Roentgenray Study In Foreign Body Cases
Categories:
FOREIGN BODIES IN THE AIR AND FOOD PASSAGES
Sources:
A Manual Of Peroral Endoscopy And Laryngeal Surgery
Roentgenography.--All cases of chest disease should have the benefit
of a roentgenologic study to exclude bronchial foreign body as an
etiological factor. Negative opinions should never be based upon any
plates except the best that the wonderful modern development of the
art and science of roentgenology can produce. In doubtful cases, the
negative opinion should not be conclusive until a roentgenologist of
long experie
ce in chest work, and especially in foreign body cases,
has been called in consultation. Even then there will be an occasional
case calling for diagnostic bronchoscopy. Antero-posterior and lateral
roentgenograms should always be made. In an antero-posterior film a
flat foreign body lying in the lateral body plane might be invisible
in the shadow of the spine, heart, and great vessels; but would be
revealed in the lateral view because of the greater edgewise density
of the intruder and the absence of other confusing shadows.
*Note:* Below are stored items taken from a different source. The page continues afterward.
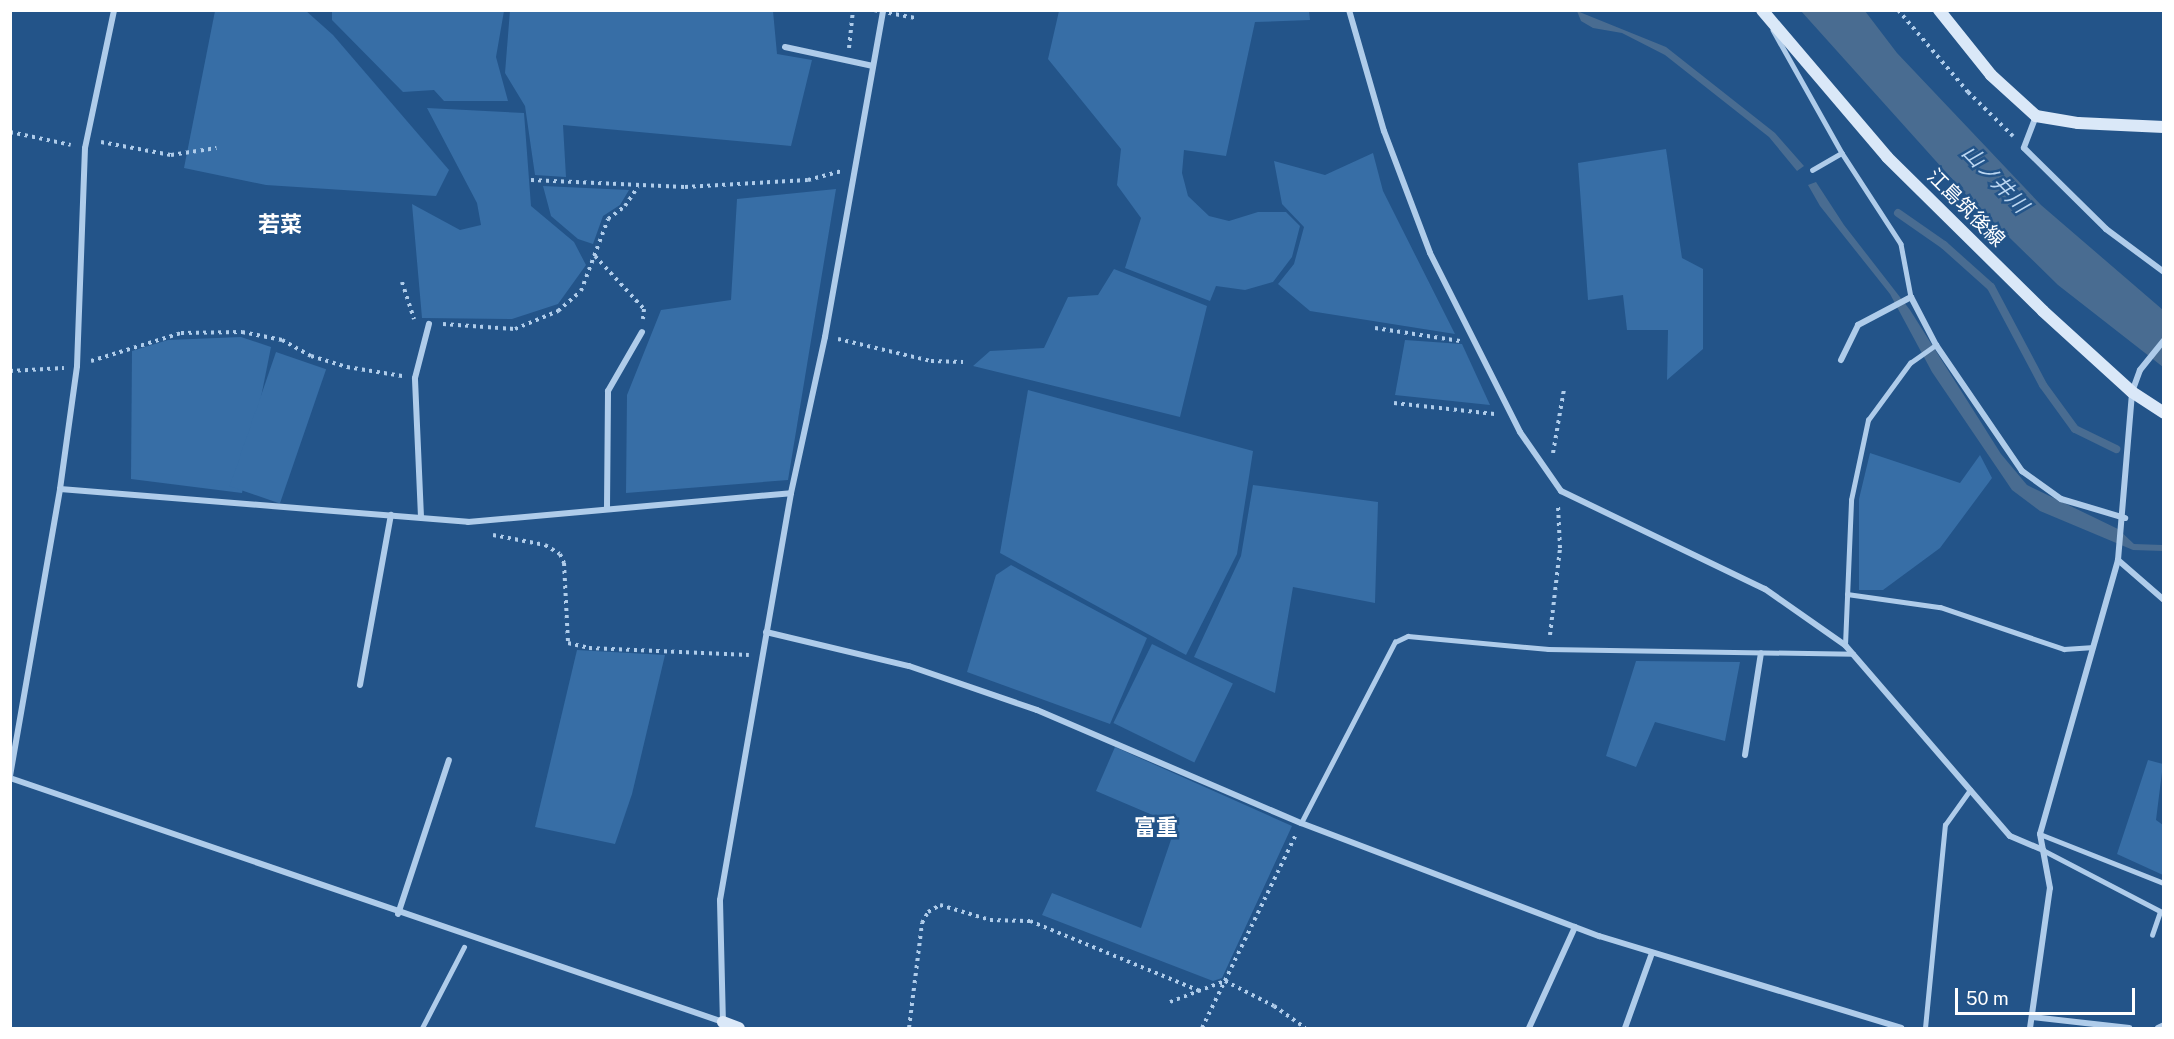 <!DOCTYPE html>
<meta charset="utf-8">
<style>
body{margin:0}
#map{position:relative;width:2174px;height:1039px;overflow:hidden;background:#235489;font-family:"Public Sans","Noto Sans JP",sans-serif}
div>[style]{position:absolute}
.green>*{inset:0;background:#376ea6;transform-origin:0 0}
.water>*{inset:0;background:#496c91}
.stream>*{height:8px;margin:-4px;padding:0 4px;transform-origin:4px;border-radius:4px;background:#496c91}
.path>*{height:4px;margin-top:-2px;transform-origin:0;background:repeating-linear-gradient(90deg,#afccea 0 3px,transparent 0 7.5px)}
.lane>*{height:4.5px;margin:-2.25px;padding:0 2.25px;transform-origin:2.25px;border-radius:2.25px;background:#afccea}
.street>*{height:6px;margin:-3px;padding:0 3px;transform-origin:3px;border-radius:3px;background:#afccea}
.secondary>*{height:12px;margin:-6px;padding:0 6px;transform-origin:6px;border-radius:6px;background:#dae8f8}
.path-bridge>*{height:4px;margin-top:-2px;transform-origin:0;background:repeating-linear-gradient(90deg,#afccea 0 3px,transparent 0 7.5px)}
span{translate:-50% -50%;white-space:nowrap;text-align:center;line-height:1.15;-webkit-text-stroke:5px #235489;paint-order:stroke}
.street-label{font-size:20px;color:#fff}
.water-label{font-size:21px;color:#bbd6f1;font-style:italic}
.quarter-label{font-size:22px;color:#fff;font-weight:700}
.frame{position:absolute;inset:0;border:12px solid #fff;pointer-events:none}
.scale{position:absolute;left:1955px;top:988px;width:180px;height:27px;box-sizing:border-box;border:3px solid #fff;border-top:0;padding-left:8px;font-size:18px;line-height:21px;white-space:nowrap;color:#fff;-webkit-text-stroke:4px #235489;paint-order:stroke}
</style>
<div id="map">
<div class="green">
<i style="clip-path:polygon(305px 10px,333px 35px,449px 170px,436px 196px,266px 185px,184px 168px,215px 11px)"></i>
<i style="clip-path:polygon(510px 10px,773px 11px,777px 54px,812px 60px,791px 146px,563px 125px,566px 177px,535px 175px,525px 106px,505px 73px)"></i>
<i style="clip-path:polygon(332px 11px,504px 11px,496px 57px,508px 101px,444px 101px,434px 90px,403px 92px,332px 20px)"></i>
<i style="clip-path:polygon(1059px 11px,1309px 11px,1310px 20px,1255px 22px,1226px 156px,1184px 150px,1182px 173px,1188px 196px,1209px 216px,1229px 221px,1258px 212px,1286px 212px,1300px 226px,1292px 257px,1273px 282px,1245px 290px,1216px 286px,1210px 301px,1125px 268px,1141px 218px,1117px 185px,1121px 149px,1048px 59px)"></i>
<i style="clip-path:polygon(427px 108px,524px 113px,531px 206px,574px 242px,586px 265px,558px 304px,512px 319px,422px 318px,412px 204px,460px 230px,481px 225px,477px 203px)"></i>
<i style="clip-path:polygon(1666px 149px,1682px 258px,1703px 269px,1703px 349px,1667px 380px,1668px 330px,1627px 330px,1623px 295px,1588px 300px,1578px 163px)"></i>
<i style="clip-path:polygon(1373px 153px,1383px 191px,1455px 334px,1310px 311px,1278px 284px,1294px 264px,1304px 227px,1282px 204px,1274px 161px,1325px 175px)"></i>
<i style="clip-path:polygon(543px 186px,629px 190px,620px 205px,603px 216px,593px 244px,578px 239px,551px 216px)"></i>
<i style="clip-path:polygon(836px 189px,788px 480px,626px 493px,627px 395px,661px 310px,731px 300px,737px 199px)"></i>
<i style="clip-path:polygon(1114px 269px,1207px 306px,1180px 417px,973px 366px,990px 351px,1044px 348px,1068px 297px,1098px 295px)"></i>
<i style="clip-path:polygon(241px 337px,271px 347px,242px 493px,131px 479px,132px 351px,168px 340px)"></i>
<i style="clip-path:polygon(1405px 340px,1462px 344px,1490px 405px,1395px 395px)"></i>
<i style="left:276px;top:352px;width:53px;height:142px;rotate:19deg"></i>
<i style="clip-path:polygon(1028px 390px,1253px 451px,1237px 554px,1186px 655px,1000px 553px)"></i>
<i style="clip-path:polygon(1870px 453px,1960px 483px,1980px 455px,1992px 478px,1940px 548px,1883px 590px,1859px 590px,1859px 499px)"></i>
<i style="clip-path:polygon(1253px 485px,1378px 502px,1375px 603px,1293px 587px,1275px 693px,1194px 657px,1241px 556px)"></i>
<i style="clip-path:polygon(1011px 565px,1147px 638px,1110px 724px,967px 672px,996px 575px)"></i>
<i style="left:1152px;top:644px;width:90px;height:88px;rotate:26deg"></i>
<i style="clip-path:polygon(577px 650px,665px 655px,632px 794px,615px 844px,535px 827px)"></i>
<i style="clip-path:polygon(1636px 661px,1740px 662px,1725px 741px,1655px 722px,1636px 767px,1606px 756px)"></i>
<i style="clip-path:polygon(1115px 747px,1292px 826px,1222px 978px,1213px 981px,1042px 915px,1052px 893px,1141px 928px,1176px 825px,1096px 791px)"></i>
<i style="clip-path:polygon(2148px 760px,2163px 764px,2156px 820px,2163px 825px,2163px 875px,2117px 854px)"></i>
</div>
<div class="water">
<i style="clip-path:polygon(1577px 11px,1666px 47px,1775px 133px,1804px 166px,1797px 171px,1769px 137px,1665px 55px,1622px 33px,1593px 28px,1581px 21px)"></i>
<i style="clip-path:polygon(1801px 11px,1865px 11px,1897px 53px,2041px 205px,2163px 310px,2163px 367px,2058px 285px,1970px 199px)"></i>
<i style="clip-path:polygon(1816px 182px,1844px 225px,1910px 310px,2001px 454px,2027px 485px,2118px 529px,2134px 544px,2163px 545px,2163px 551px,2133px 550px,2040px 511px,2012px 490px,1932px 372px,1890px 294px,1820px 206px,1808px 185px)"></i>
</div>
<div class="stream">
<i style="left:1898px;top:213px;width:56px;rotate:34.8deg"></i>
<i style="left:1944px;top:245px;width:63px;rotate:41.8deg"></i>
<i style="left:1991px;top:287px;width:111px;rotate:62deg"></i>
<i style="left:2043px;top:385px;width:54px;rotate:54deg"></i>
<i style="left:2075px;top:429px;width:46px;rotate:26deg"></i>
</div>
<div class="path">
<i style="left:1898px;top:10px;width:108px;rotate:49.5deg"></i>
<i style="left:1968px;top:92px;width:63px;rotate:44.4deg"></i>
<i style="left:849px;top:48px;width:38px;rotate:-84deg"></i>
<i style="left:10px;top:132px;width:62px;rotate:12deg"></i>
<i style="left:101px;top:142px;width:71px;rotate:10.5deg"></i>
<i style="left:171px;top:155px;width:46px;rotate:-8.8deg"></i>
<i style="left:531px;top:180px;width:154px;rotate:2.6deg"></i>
<i style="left:685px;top:187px;width:123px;rotate:-3.3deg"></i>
<i style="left:808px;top:180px;width:34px;rotate:-15deg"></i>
<i style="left:595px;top:256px;width:72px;rotate:47.2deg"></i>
<i style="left:644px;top:309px;width:10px;rotate:96deg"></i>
<i style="left:402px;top:282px;width:39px;rotate:72deg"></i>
<i style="left:443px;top:324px;width:72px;rotate:4deg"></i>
<i style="left:515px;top:329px;width:47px;rotate:-22.7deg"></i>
<i style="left:558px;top:311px;width:30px;rotate:-41deg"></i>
<i style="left:581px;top:291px;width:77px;rotate:-69.4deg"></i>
<i style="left:608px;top:219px;width:21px;rotate:-37deg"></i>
<i style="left:625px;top:206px;width:23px;rotate:-56deg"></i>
<i style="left:1375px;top:328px;width:86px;rotate:8.7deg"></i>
<i style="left:838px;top:339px;width:96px;rotate:13.3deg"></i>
<i style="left:931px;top:361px;width:32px;rotate:2deg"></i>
<i style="left:91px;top:361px;width:94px;rotate:-17.3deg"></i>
<i style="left:181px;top:333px;width:61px;rotate:-0.9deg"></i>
<i style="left:242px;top:332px;width:41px;rotate:11.3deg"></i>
<i style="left:282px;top:340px;width:33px;rotate:29deg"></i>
<i style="left:311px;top:356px;width:38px;rotate:17deg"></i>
<i style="left:347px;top:367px;width:56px;rotate:9.3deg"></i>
<i style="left:10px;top:371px;width:54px;rotate:-3.2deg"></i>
<i style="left:1394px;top:403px;width:101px;rotate:6.3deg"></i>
<i style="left:1553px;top:453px;width:65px;rotate:-80.2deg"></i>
<i style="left:493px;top:535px;width:53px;rotate:10.9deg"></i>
<i style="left:545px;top:545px;width:17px;rotate:31deg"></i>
<i style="left:560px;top:554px;width:10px;rotate:66deg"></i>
<i style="left:564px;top:563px;width:80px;rotate:87.1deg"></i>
<i style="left:568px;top:643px;width:22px;rotate:13deg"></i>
<i style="left:589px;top:648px;width:160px;rotate:2.5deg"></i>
<i style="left:1550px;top:635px;width:88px;rotate:-83.4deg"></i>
<i style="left:1560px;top:548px;width:42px;rotate:-92.7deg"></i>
<i style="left:1170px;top:1002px;width:59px;rotate:-20.9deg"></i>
<i style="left:1225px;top:981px;width:55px;rotate:27deg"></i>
<i style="left:1274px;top:1006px;width:38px;rotate:35deg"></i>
<i style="left:909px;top:1028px;width:106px;rotate:-82.9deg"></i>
<i style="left:922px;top:923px;width:13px;rotate:-61deg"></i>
<i style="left:928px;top:912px;width:14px;rotate:-30deg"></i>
<i style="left:940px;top:905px;width:52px;rotate:16.7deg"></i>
<i style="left:990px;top:920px;width:40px;rotate:1.4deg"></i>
<i style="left:1030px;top:921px;width:184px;rotate:22.4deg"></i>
<i style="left:1202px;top:1028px;width:216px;rotate:-64.1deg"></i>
</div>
<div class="lane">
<i style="left:1773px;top:30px;width:141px;rotate:60.7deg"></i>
<i style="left:1842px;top:153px;width:108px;rotate:57deg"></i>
<i style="left:1901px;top:244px;width:54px;rotate:79.3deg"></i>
<i style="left:1812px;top:170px;width:34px;rotate:-30deg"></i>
<i style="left:1847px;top:594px;width:94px;rotate:8deg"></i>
<i style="left:1940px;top:607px;width:131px;rotate:18.7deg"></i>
<i style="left:2064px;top:649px;width:26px;rotate:-4deg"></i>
<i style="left:1845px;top:645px;width:145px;rotate:-87.6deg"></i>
<i style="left:1851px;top:500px;width:82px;rotate:-78deg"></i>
<i style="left:1868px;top:420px;width:71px;rotate:-53.6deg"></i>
<i style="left:1910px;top:363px;width:32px;rotate:-35deg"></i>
<i style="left:1301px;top:823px;width:204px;rotate:-62.6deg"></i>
<i style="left:1395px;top:642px;width:14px;rotate:-25deg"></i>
<i style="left:1408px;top:636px;width:141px;rotate:5.3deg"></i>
<i style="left:1548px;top:649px;width:305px;rotate:0.9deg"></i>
<i style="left:2040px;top:834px;width:133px;rotate:21.6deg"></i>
<i style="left:2043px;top:850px;width:136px;rotate:27.5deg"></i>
<i style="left:2152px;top:935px;width:24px;rotate:-71deg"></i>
<i style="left:422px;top:1028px;width:91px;rotate:-62.6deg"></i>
<i style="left:1925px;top:1028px;width:204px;rotate:-84.4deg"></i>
<i style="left:1945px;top:825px;width:43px;rotate:-54.5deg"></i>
</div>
<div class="street">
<i style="left:1349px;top:10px;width:126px;rotate:73.9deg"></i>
<i style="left:1384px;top:131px;width:130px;rotate:69.3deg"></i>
<i style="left:1430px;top:253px;width:200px;rotate:63.3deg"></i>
<i style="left:1520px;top:432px;width:72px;rotate:55.2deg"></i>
<i style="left:1561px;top:491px;width:226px;rotate:25.7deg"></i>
<i style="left:1765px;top:589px;width:98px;rotate:35deg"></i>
<i style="left:1845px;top:645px;width:252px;rotate:49.2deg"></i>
<i style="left:2010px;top:836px;width:36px;rotate:23deg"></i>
<i style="left:785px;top:47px;width:90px;rotate:12.2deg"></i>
<i style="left:2036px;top:116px;width:34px;rotate:111deg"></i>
<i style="left:2024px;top:148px;width:115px;rotate:44.6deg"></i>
<i style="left:2106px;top:229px;width:72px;rotate:36.6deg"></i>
<i style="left:1841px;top:360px;width:39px;rotate:-64deg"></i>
<i style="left:1858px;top:325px;width:60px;rotate:-27.8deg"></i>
<i style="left:1911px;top:297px;width:54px;rotate:62.5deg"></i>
<i style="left:1936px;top:345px;width:153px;rotate:55.7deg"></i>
<i style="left:2022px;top:471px;width:48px;rotate:35.7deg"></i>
<i style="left:2061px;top:499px;width:67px;rotate:16.5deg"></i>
<i style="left:60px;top:489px;width:409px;rotate:4.6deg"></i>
<i style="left:468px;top:522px;width:324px;rotate:-5.1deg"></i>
<i style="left:607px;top:508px;width:117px;rotate:-89.5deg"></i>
<i style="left:608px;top:391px;width:68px;rotate:-60deg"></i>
<i style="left:421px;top:517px;width:139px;rotate:-92.5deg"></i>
<i style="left:415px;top:378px;width:56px;rotate:-75.5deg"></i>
<i style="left:2118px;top:560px;width:61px;rotate:41deg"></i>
<i style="left:766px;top:632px;width:147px;rotate:13.4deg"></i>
<i style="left:909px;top:666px;width:135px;rotate:19deg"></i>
<i style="left:1037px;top:710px;width:287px;rotate:23.2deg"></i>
<i style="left:1301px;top:823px;width:319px;rotate:20.8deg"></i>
<i style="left:1599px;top:936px;width:316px;rotate:16.9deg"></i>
<i style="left:360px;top:685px;width:173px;rotate:-79.7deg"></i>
<i style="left:1745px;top:755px;width:103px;rotate:-81.1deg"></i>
<i style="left:10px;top:776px;width:291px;rotate:-80.1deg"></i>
<i style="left:60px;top:489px;width:124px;rotate:-82.1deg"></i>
<i style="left:77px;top:366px;width:218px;rotate:-87.9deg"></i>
<i style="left:85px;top:148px;width:141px;rotate:-78.1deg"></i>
<i style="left:10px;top:778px;width:754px;rotate:18.89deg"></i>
<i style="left:398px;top:914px;width:162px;rotate:-71.7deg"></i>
<i style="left:2032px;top:1017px;width:98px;rotate:6.5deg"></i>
<i style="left:723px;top:1024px;width:124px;rotate:-91.4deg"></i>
<i style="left:720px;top:900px;width:413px;rotate:-80.1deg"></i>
<i style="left:791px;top:493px;width:160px;rotate:-77.7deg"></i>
<i style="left:825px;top:337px;width:332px;rotate:-79.9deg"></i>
<i style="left:1529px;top:1028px;width:111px;rotate:-65.5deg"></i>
<i style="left:1625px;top:1028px;width:80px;rotate:-70.2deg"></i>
<i style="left:2030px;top:1028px;width:141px;rotate:-81.9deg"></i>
<i style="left:2050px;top:888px;width:55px;rotate:-100.5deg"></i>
<i style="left:2040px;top:834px;width:285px;rotate:-74.1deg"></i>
<i style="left:2118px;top:560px;width:169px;rotate:-85.2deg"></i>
<i style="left:2132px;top:392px;width:23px;rotate:-70deg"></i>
<i style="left:2140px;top:370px;width:38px;rotate:-51deg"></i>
<i style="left:2158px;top:1028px;width:7px;rotate:-27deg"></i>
</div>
<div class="secondary">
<i style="left:1762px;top:10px;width:193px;rotate:49.6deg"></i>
<i style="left:1887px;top:157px;width:219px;rotate:44.6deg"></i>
<i style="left:2043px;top:311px;width:120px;rotate:42.3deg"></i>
<i style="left:2132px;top:392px;width:38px;rotate:33deg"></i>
<i style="left:1939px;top:10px;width:83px;rotate:51.3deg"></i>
<i style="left:1991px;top:75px;width:61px;rotate:42.3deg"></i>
<i style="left:2036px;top:116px;width:43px;rotate:9.5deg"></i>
<i style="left:2078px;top:123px;width:86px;rotate:2.7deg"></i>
<i style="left:723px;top:1022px;width:17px;rotate:21deg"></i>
</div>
<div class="path-bridge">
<i style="left:874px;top:10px;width:42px;rotate:11deg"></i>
</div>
<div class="street-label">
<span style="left:1966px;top:208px;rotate:45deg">江島筑後線</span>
</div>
<div class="water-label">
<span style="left:1995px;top:179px;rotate:46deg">山ノ井川</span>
</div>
<div class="quarter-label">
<span style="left:280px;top:225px">若菜</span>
<span style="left:1156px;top:828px">富重</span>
</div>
<div class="frame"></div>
<div class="scale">50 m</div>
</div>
Fluoroscopic examination will often discover the best angle from which
to make a plate; but foreign bodies casting a very faint shadow on a
plate may be totally invisible on the fluoroscopic screen. The value
of a roentgenogram after the removal of a foreign body cannot be too
strongly emphasized. It is evidence of removal and will exclude the
presence of a second intruder which might have been overlooked in the
first study.
Fluoroscopic study of the swallowing function with barium mixture, or
a barium-filled capsule, will give the location of a nonroentgenopaque
object (such as bone, meat, etc.) in the esophagus. If a flat or
disc-shaped object located in the cervical region is seen to be lying
in the lateral body plane, it will be found to be in the esophagus,
for it assumed that position by passing down flatwise behind the
larynx. If, however, the object is seen to be in the sagittal plane it
must lie in the trachea. This position was necessary for it to pass
through the glottic chink, and can be maintained because of the
yielding of the posterior membranous wall of the trachea.